The first was the file descriptor reuse race. POSIX mandates that open() returns the lowest-numbered unused fd. When our FUSE handler closed fd 42 in Release and another goroutine immediately opened a new file, the kernel handed out fd 42 again. Our OpenFileHandlers map was keyed by fd number, so the new file overwrote the old entry. Any in-flight Write still referencing fd 42 would write data to the wrong file. During initdb, which creates 224 files in under a second, this corrupted roughly half the files. The fix was to replace fd numbers with monotonically increasing opaque handle IDs using an atomic counter. About 80 lines of code across four files. We verified with a stress test: 250 concurrent goroutines doing Create/Write/Release, ten runs with the Go race detector, zero cross-contamination.

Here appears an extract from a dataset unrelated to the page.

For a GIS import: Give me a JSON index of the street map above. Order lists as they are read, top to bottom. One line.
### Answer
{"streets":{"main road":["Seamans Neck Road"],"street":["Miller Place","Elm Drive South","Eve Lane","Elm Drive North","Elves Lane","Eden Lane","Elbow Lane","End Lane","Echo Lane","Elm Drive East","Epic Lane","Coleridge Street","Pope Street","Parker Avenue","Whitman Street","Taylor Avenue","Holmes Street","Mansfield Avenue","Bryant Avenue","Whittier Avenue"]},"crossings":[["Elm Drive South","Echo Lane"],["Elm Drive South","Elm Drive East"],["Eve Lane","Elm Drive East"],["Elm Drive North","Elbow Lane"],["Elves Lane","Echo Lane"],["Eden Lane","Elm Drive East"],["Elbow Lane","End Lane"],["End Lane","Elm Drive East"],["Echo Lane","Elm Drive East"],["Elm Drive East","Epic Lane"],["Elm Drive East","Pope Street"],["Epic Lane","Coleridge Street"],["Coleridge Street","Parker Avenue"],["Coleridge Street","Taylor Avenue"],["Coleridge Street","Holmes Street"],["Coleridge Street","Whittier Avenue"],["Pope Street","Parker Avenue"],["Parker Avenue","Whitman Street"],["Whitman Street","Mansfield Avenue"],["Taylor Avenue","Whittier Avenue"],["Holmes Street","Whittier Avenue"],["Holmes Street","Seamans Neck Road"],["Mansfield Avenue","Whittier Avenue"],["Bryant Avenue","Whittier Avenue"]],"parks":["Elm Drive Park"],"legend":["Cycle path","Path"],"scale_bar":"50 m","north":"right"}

The second bug is the 0-byte file sync. Some files created on Alice arrive on Bob as empty files. The file metadata (name, path, existence) propagates correctly, but the content does not stream. We observed this on pg_hba.conf (5,711 bytes on Alice, 0 on Bob) while postgresql.conf (29,959 bytes) transferred fine. Both are created during initdb in the same burst of writes. We have not identified the exact cause yet. Candidates include the 200ms per-path debounce window swallowing a size update, the notification carrying a stale size from before the final write, or a race between the ADD_FILE handler creating a 0-byte placeholder and the peer's prefetch stream starting before the content is fully flushed on the source side. This bug only manifests under high-throughput cross-peer sync. The standalone FUSE mount does not exhibit it because there is no peer notification path.
Where we are
The FUSE filesystem can run PostgreSQL locally without data corruption. This was blocked for weeks by a file descriptor reuse race condition that caused 50% data loss during high-throughput file creation. That bug is fixed.

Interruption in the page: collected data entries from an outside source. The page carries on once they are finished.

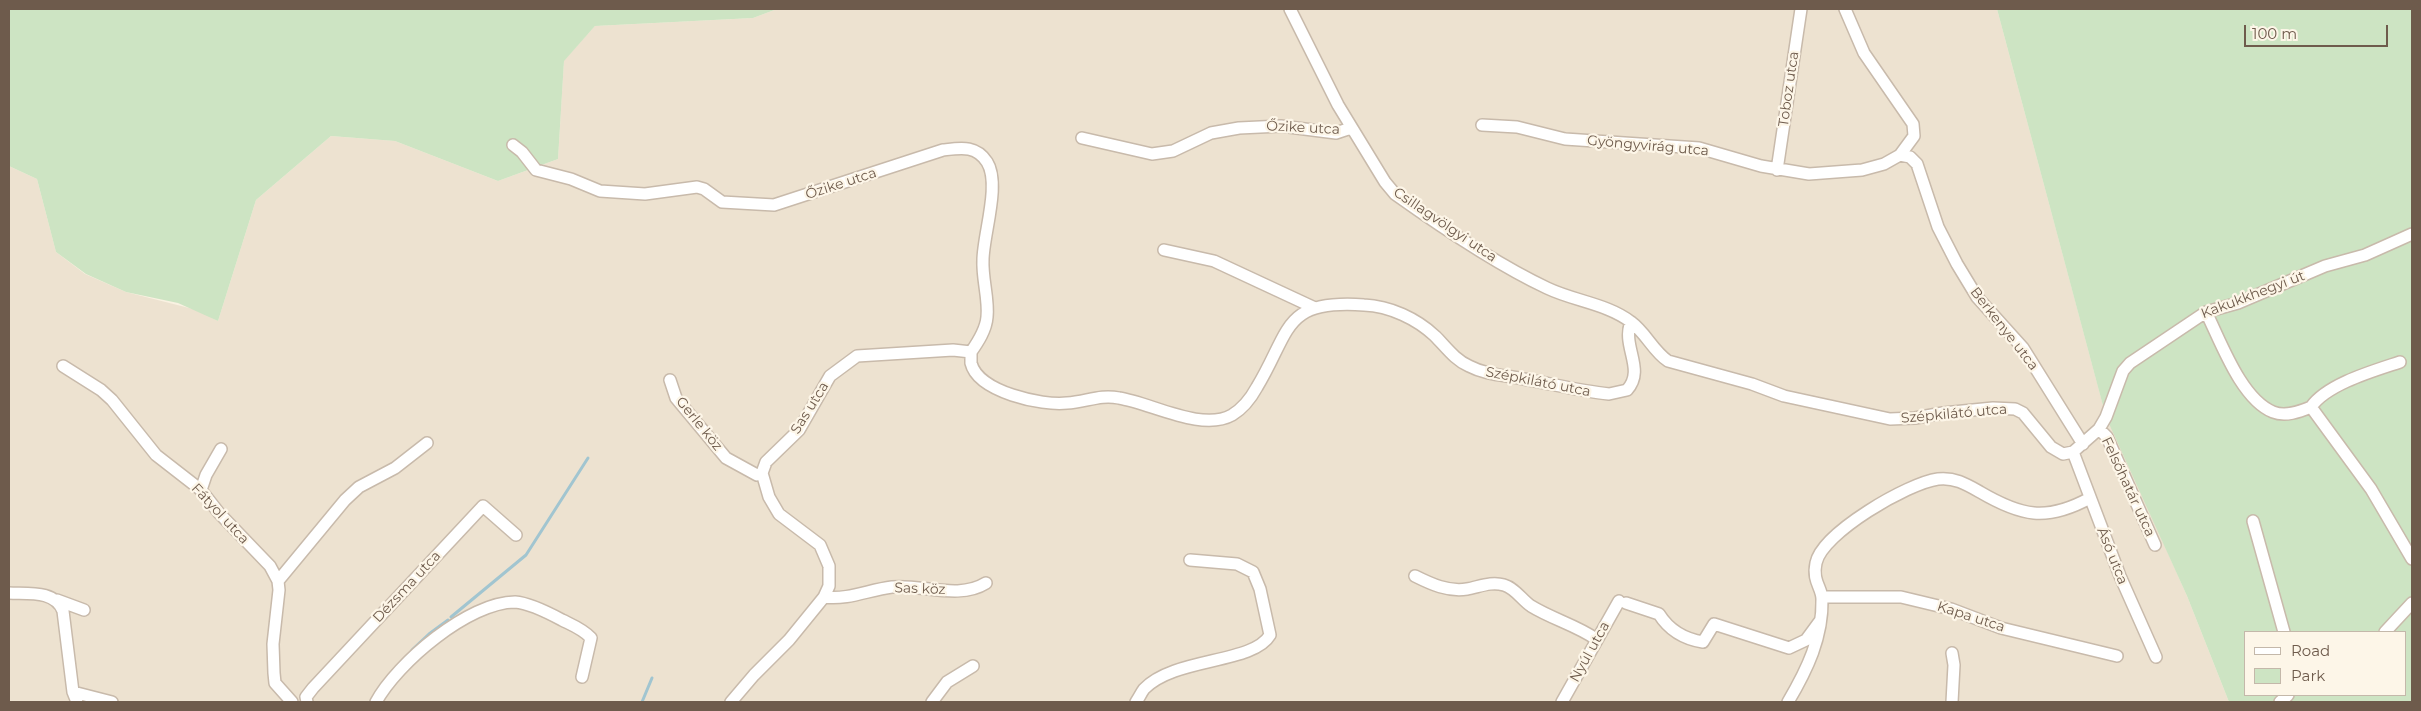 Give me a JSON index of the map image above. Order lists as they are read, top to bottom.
{
  "streets": {
    "street": [
      "Toboz utca",
      "Őzike utca",
      "Gyöngyvirág utca",
      "Csillagvölgyi utca",
      "Kakukkhegyi út",
      "Berkenye utca",
      "Szépkilátó utca",
      "Sas utca",
      "Gerle köz",
      "Felsőhatár utca",
      "Fátyol utca",
      "Ásó utca",
      "Dézsma utca",
      "Sas köz",
      "Kapa utca",
      "Nyúl utca"
    ]
  },
  "crossings": [
    ["Toboz utca", "Gyöngyvirág utca"],
    ["Őzike utca", "Csillagvölgyi utca"],
    ["Őzike utca", "Szépkilátó utca"],
    ["Őzike utca", "Sas utca"],
    ["Gyöngyvirág utca", "Berkenye utca"],
    ["Csillagvölgyi utca", "Szépkilátó utca"],
    ["Kakukkhegyi út", "Felsőhatár utca"],
    ["Szépkilátó utca", "Sas utca"],
    ["Szépkilátó utca", "Ásó utca"],
    ["Sas utca", "Gerle köz"]
  ],
  "legend": ["Road", "Park"],
  "scale_bar": "100 m"
}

The cross-peer sync gets most of the files across correctly. Out of 977 files, 812 were fully downloaded within seconds. The remaining 165 were available for on-demand streaming. But some files, including at least pg_hba.conf, arrived with 0 bytes of content. Until this is fixed, the cross-peer PostgreSQL failover scenario is not reliable.
The gap between "PostgreSQL works on local FUSE" and "PostgreSQL works across peers" is a notification timing bug, not an architectural limitation. We expect it to be a small fix in the debounce or notification path. We will document the resolution when we have it.